Con l’età nuragica, il tumulo rimane un elemento essenziale nelle grandi tombe collettive note come tombe di giganti. Si tratta di evoluzioni delle allées couvertes, caratterizzate da lunghi corridoi funerari coperti da lastroni e da una grande esedra semicircolare antistante, destinata ai riti comunitari.
Due esempi celebri si trovano ad Arzachena: Coddu Vecchiu e Li Lolghi. La prima mostra un’allée couverte a cui, in età nuragica, fu aggiunta l’esedra; la seconda è monumentale e racchiusa da un vasto tumulo che ingloba strutture più antiche. Lo scavo ha documentato la rimozione di grandi quantità di terra e pietre, a dimostrazione che in origine la tomba era completamente ricoperta.
Il tumulo, oltre alla funzione statica, aveva una valenza simbolica: la collina artificiale creava un paesaggio sacro e accentuava la monumentalità del sepolcro. L’interazione tra tumulo ed esedra è evidente, come nella tomba di Pascaredda (Calangianus), in ottimo stato di conservazione: il corridoio, la copertura a lastroni e l’esedra monumentale erano interamente inglobati da un tumulo di terra e pietre. Alcuni indizi fanno pensare a sistemi di accesso dall’alto, tramite rimozione parziale della copertura, piuttosto che attraverso i piccoli portelli delle stele.
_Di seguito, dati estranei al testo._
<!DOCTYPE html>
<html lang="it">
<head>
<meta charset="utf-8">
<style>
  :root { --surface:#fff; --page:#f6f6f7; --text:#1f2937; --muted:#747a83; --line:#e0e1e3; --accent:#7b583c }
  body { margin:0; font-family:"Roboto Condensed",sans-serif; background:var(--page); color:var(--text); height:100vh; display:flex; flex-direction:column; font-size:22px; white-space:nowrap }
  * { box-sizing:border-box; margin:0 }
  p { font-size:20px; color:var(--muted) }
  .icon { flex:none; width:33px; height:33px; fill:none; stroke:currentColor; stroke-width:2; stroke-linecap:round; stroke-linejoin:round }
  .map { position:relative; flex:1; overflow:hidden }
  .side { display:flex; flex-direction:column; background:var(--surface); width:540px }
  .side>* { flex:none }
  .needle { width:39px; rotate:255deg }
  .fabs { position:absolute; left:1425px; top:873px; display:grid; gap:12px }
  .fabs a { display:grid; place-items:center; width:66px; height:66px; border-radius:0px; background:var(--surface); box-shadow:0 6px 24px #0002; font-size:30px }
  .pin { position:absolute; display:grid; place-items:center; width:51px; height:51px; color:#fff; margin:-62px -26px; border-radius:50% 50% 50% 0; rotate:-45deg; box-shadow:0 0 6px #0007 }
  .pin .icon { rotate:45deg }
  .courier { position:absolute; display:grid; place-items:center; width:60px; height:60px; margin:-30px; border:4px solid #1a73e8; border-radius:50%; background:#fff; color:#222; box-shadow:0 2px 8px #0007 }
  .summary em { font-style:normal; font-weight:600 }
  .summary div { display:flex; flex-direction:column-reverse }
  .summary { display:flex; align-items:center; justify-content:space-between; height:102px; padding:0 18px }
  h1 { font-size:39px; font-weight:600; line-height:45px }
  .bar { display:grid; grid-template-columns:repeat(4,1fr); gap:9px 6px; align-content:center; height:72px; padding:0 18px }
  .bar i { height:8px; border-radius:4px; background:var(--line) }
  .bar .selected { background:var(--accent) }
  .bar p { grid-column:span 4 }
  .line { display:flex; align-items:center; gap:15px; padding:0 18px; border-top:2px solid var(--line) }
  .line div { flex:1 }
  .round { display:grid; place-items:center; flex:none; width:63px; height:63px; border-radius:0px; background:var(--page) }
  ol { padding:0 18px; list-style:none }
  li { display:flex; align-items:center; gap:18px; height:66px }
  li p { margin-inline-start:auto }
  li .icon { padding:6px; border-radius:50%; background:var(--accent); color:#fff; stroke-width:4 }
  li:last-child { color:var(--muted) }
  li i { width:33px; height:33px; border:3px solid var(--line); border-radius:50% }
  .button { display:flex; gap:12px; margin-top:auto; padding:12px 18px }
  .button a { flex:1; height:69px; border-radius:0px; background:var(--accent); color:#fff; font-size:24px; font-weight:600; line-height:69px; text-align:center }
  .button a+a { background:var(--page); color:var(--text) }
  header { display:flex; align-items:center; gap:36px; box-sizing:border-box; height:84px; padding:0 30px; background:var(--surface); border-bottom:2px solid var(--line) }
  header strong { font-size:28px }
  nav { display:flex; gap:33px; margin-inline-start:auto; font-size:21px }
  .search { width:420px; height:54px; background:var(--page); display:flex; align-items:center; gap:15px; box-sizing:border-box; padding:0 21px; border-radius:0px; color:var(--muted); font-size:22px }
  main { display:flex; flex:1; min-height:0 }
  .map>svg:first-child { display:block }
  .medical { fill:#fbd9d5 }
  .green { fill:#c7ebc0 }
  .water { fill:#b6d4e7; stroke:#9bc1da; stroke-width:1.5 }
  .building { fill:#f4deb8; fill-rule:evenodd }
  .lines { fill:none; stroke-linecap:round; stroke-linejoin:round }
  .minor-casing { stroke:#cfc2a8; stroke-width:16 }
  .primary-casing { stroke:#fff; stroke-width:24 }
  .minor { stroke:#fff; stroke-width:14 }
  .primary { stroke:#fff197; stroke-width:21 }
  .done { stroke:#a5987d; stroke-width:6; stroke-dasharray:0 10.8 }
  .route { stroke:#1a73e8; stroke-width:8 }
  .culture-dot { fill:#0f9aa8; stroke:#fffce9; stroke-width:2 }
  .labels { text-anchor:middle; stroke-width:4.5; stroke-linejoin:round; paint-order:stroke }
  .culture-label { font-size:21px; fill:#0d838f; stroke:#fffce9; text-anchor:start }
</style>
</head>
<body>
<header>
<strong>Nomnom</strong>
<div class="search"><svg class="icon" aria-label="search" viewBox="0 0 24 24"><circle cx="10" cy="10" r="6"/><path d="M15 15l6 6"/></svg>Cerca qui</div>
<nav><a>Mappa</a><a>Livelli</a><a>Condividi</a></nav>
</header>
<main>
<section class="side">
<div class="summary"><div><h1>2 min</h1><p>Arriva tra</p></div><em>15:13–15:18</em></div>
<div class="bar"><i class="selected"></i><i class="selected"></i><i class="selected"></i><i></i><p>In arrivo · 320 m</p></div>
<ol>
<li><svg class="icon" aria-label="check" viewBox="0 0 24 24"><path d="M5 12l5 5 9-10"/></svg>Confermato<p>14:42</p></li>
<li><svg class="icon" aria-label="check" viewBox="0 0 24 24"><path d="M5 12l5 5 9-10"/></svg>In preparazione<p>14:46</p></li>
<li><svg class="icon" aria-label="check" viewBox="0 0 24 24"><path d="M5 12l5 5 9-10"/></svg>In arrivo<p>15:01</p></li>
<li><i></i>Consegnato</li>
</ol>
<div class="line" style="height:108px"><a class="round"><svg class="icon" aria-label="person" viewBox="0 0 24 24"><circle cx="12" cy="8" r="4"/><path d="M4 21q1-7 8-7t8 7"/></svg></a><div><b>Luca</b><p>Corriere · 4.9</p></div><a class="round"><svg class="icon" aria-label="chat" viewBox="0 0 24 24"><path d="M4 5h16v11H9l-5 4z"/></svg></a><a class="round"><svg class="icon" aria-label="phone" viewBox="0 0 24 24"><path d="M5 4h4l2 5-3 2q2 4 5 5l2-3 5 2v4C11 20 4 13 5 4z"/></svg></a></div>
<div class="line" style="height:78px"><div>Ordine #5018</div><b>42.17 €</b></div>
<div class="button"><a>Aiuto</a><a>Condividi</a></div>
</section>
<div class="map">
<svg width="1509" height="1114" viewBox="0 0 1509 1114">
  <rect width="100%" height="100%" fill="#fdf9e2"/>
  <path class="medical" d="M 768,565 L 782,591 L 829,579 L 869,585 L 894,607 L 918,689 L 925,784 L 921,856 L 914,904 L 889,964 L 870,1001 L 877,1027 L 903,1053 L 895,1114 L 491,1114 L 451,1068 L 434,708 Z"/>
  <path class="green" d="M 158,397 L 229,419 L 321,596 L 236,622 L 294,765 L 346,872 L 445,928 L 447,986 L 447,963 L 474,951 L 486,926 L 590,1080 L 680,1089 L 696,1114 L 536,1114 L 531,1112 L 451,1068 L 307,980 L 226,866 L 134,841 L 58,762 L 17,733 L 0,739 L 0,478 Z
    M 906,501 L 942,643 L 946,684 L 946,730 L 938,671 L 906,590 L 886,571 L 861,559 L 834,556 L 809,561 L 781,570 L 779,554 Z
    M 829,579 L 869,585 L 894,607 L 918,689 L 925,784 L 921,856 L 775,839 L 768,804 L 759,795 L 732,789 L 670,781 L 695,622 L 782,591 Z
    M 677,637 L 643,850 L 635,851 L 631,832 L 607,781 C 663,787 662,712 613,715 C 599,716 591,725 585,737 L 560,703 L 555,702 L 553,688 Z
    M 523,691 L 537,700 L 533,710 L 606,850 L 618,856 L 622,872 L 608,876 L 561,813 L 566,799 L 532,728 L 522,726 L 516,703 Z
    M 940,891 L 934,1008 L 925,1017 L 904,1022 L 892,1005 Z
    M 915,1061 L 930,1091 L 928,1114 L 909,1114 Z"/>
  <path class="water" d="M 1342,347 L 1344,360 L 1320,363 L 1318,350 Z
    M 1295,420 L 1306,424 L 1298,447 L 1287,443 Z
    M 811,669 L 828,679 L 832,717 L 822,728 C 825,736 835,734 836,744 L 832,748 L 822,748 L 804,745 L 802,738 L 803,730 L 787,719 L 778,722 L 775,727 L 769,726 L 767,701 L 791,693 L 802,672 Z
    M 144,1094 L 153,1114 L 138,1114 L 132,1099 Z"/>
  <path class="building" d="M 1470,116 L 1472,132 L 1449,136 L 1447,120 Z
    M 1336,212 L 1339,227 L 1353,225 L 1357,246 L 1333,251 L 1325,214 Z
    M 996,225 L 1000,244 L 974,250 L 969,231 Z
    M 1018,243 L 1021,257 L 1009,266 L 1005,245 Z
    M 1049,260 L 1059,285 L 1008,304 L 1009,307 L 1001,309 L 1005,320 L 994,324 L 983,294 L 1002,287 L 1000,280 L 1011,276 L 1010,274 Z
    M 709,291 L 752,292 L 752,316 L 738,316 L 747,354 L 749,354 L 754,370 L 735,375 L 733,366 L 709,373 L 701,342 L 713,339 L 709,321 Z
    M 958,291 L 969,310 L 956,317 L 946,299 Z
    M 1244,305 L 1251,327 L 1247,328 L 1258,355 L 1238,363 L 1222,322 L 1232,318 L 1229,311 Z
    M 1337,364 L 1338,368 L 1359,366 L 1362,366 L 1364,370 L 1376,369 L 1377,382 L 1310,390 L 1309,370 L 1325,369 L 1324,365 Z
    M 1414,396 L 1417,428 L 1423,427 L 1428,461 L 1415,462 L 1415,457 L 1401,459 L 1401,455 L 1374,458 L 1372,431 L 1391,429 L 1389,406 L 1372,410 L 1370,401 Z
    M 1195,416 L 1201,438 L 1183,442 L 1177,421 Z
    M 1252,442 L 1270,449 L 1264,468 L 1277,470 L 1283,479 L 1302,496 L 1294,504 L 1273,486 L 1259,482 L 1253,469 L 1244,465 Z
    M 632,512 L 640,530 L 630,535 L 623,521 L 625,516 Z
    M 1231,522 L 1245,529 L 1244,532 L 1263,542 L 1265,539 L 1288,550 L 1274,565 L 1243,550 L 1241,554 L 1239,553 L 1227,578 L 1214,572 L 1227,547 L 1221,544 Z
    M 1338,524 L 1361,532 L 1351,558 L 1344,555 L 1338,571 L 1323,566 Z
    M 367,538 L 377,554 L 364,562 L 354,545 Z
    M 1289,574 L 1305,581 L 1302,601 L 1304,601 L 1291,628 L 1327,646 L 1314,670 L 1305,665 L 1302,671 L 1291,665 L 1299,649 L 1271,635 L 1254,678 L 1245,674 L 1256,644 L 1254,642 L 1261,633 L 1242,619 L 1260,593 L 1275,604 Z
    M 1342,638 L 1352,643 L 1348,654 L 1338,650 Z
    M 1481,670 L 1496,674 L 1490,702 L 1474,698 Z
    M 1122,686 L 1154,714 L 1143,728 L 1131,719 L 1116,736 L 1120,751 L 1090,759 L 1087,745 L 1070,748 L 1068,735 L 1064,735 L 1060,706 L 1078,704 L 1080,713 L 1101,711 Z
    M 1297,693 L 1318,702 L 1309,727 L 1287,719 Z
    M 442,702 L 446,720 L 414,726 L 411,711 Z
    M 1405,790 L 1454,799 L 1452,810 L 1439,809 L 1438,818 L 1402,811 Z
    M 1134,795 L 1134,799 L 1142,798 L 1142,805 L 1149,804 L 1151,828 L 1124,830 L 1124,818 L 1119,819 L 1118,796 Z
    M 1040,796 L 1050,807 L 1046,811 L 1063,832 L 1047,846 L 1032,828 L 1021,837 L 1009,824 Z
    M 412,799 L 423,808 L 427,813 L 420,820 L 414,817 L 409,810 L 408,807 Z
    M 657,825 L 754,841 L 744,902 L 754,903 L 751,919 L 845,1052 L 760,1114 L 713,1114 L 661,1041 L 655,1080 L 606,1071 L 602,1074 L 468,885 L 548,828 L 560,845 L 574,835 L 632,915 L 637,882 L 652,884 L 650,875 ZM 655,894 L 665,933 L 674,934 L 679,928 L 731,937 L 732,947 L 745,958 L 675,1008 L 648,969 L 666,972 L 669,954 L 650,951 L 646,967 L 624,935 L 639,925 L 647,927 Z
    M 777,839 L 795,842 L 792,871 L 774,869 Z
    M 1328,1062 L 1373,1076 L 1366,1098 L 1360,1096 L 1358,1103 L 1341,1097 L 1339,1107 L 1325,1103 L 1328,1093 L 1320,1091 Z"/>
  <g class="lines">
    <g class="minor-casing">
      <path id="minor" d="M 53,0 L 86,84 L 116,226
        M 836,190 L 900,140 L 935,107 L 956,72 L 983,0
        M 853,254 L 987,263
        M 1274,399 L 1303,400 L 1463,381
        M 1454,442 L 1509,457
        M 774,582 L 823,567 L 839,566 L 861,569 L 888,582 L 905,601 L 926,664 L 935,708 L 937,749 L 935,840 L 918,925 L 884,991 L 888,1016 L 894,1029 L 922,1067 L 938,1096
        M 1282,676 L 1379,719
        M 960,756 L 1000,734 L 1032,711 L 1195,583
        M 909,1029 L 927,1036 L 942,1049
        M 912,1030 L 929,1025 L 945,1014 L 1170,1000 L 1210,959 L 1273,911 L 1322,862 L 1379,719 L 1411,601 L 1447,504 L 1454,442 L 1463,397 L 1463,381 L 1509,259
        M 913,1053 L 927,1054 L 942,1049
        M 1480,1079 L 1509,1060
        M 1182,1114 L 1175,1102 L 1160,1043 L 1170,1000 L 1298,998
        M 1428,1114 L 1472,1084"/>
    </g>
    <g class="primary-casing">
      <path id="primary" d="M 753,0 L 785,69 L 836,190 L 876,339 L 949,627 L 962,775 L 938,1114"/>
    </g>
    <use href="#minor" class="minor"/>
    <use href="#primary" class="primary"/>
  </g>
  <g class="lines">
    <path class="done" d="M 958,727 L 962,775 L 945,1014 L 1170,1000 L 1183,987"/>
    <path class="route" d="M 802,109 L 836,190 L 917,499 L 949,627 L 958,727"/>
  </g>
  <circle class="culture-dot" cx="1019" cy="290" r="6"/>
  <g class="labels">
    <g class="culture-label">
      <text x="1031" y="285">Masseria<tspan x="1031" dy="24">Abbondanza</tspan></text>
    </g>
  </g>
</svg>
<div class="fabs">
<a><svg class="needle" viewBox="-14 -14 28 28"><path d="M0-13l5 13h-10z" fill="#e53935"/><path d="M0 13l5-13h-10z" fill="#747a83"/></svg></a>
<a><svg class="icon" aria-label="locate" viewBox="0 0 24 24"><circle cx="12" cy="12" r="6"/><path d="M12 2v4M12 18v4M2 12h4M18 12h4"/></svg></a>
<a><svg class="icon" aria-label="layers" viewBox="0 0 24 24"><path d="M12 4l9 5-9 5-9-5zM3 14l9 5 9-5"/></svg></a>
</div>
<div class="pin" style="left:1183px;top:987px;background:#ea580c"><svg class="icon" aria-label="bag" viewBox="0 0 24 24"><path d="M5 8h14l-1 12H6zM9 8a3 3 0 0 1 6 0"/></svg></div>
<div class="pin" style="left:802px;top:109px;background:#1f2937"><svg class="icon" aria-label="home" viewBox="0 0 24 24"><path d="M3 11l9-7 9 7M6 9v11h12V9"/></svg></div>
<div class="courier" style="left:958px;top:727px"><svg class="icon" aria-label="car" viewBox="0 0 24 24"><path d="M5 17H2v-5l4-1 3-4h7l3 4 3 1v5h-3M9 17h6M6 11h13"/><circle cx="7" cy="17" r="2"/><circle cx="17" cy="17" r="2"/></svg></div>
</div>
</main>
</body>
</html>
Ciò spiegherebbe la disposizione disordinata degli scheletri nelle tombe di Lu Brandali e La Testa, segno di successive riaperture.
L’insieme dei dati suggerisce che la Gallura abbia sviluppato una tradizione funeraria autonoma rispetto al resto della Sardegna. L’assenza di domus de janas, la preferenza per il megalitismo, i rapporti con la Corsica e con il mondo europeo neolitico e protostorico delineano un quadro peculiare.
Il tumulo, costante dai circoli di Li Muri fino alle tombe di giganti nuragiche, non è solo un espediente architettonico, ma un potente simbolo culturale. Esso rappresenta il legame tra comunità e antenati, la trasformazione della natura in paesaggio sacralizzato, la continuità tra morte e vita.
La Gallura appare quindi non come un’area periferica, ma come un crocevia culturale del Mediterraneo preistorico, capace di rielaborare modelli esterni e di produrre forme originali, riconoscibili ancora oggi nei suoi monumenti funerari.